→ What the exercise asks: Take the lines from the beginning of the data below through the line holding "function strokePath(path, color, width, dash)" and return exactly those.

→ Given records:
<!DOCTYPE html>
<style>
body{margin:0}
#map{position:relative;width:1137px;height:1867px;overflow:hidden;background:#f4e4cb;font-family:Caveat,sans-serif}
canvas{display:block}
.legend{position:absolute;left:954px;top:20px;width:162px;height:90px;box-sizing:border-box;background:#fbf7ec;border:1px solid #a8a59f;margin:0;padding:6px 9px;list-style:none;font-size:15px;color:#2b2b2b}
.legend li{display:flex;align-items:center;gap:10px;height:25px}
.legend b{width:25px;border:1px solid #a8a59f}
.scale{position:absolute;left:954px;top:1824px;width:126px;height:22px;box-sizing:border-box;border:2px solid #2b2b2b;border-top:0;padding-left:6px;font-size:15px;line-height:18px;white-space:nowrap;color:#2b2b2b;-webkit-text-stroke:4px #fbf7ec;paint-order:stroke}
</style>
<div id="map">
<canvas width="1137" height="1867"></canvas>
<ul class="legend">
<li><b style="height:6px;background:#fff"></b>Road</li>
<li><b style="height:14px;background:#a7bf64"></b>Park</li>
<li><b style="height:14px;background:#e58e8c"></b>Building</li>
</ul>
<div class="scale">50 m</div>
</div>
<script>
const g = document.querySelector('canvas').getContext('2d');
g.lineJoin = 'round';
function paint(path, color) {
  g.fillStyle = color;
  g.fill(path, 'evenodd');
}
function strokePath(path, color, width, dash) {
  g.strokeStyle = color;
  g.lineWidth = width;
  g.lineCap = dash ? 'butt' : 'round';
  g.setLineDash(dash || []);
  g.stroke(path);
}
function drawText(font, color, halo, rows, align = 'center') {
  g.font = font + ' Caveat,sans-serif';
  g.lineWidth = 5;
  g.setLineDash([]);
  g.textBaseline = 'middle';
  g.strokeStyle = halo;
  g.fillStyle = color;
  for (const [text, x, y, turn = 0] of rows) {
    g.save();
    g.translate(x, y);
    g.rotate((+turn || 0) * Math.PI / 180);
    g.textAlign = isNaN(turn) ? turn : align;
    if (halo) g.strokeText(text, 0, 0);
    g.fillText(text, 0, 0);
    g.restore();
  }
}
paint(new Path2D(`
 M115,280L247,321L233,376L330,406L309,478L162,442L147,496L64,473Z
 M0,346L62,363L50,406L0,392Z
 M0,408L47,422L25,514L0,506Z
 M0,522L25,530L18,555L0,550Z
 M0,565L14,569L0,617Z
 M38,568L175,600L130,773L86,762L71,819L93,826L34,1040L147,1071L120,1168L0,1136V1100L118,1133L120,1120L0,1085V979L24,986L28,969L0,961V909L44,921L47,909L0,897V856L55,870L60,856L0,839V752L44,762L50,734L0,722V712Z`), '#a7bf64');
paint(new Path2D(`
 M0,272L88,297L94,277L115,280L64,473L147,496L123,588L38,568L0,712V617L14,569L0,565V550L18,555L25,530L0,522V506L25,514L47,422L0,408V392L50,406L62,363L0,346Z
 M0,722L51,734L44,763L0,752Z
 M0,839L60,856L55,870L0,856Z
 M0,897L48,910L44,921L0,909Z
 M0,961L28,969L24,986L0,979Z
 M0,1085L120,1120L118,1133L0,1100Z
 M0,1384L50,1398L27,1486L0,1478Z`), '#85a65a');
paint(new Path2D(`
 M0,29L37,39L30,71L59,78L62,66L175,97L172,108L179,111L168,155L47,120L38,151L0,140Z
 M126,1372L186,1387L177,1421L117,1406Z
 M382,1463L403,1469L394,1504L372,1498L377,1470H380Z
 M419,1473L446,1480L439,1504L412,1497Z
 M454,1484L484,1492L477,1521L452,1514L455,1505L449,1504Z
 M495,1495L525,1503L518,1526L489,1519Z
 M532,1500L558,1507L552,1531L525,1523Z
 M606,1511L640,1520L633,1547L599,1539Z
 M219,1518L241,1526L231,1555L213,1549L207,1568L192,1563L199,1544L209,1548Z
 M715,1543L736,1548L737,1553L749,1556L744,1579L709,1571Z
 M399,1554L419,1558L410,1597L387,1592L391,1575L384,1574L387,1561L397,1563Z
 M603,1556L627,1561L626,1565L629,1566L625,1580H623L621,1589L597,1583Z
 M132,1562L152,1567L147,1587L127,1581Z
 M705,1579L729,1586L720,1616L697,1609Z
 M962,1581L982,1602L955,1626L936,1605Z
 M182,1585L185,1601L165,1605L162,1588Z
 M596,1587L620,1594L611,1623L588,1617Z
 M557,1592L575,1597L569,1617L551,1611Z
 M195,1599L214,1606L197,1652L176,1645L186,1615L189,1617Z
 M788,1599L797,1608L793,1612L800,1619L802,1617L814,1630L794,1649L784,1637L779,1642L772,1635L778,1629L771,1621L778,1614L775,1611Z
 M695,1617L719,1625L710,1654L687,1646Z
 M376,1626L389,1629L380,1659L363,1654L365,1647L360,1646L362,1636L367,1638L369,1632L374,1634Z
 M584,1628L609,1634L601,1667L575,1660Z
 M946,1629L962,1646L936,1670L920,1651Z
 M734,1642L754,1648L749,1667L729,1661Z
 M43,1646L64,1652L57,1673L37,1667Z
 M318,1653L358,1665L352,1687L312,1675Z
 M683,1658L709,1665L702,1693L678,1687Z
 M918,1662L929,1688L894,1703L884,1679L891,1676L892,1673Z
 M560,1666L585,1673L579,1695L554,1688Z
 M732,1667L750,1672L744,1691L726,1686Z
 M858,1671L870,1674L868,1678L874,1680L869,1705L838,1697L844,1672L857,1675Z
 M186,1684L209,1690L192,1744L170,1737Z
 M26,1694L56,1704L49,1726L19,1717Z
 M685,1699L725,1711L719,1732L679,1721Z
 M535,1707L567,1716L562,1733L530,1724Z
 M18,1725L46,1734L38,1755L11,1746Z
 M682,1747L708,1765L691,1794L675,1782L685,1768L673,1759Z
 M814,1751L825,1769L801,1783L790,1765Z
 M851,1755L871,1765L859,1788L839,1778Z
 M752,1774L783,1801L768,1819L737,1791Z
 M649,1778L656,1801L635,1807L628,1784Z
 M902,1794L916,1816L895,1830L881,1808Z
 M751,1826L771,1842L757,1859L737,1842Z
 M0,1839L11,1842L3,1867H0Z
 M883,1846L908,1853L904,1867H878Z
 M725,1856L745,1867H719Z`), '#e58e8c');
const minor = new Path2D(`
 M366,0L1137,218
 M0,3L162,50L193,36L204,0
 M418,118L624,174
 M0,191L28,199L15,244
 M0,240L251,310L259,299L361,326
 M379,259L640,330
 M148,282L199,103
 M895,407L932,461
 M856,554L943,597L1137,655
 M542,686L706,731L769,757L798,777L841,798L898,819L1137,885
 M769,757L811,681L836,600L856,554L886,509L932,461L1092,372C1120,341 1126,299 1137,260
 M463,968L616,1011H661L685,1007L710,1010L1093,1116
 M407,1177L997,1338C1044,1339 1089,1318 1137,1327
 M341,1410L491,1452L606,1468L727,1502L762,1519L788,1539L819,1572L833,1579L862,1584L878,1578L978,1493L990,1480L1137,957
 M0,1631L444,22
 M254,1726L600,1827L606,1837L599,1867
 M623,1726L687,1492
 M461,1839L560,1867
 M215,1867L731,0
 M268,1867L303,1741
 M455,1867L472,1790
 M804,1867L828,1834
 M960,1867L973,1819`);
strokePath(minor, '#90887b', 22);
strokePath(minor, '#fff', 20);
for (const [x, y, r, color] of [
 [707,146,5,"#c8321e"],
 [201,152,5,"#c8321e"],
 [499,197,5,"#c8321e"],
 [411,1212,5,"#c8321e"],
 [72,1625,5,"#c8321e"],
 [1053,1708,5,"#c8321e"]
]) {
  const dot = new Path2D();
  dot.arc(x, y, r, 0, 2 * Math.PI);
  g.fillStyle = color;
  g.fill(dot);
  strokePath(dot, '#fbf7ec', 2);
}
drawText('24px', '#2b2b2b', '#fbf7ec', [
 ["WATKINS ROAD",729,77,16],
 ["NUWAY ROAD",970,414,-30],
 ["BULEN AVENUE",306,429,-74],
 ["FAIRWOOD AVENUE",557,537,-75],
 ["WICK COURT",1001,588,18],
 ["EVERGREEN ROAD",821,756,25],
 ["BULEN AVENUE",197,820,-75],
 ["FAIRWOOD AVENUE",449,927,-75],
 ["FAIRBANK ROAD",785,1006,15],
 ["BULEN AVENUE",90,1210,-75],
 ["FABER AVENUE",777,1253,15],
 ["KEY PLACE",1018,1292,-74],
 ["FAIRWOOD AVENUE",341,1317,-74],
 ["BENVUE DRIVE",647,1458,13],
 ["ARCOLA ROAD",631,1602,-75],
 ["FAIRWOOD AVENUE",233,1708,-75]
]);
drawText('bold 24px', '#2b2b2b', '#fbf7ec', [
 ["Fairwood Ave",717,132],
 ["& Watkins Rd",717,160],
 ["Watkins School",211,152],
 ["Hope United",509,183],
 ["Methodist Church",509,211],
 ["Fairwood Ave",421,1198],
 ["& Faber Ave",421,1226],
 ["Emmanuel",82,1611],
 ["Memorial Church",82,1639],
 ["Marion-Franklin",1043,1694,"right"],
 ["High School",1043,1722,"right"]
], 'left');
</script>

→ Answer area:
<!DOCTYPE html>
<style>
body{margin:0}
#map{position:relative;width:1137px;height:1867px;overflow:hidden;background:#f4e4cb;font-family:Caveat,sans-serif}
canvas{display:block}
.legend{position:absolute;left:954px;top:20px;width:162px;height:90px;box-sizing:border-box;background:#fbf7ec;border:1px solid #a8a59f;margin:0;padding:6px 9px;list-style:none;font-size:15px;color:#2b2b2b}
.legend li{display:flex;align-items:center;gap:10px;height:25px}
.legend b{width:25px;border:1px solid #a8a59f}
.scale{position:absolute;left:954px;top:1824px;width:126px;height:22px;box-sizing:border-box;border:2px solid #2b2b2b;border-top:0;padding-left:6px;font-size:15px;line-height:18px;white-space:nowrap;color:#2b2b2b;-webkit-text-stroke:4px #fbf7ec;paint-order:stroke}
</style>
<div id="map">
<canvas width="1137" height="1867"></canvas>
<ul class="legend">
<li><b style="height:6px;background:#fff"></b>Road</li>
<li><b style="height:14px;background:#a7bf64"></b>Park</li>
<li><b style="height:14px;background:#e58e8c"></b>Building</li>
</ul>
<div class="scale">50 m</div>
</div>
<script>
const g = document.querySelector('canvas').getContext('2d');
g.lineJoin = 'round';
function paint(path, color) {
  g.fillStyle = color;
  g.fill(path, 'evenodd');
}
function strokePath(path, color, width, dash) {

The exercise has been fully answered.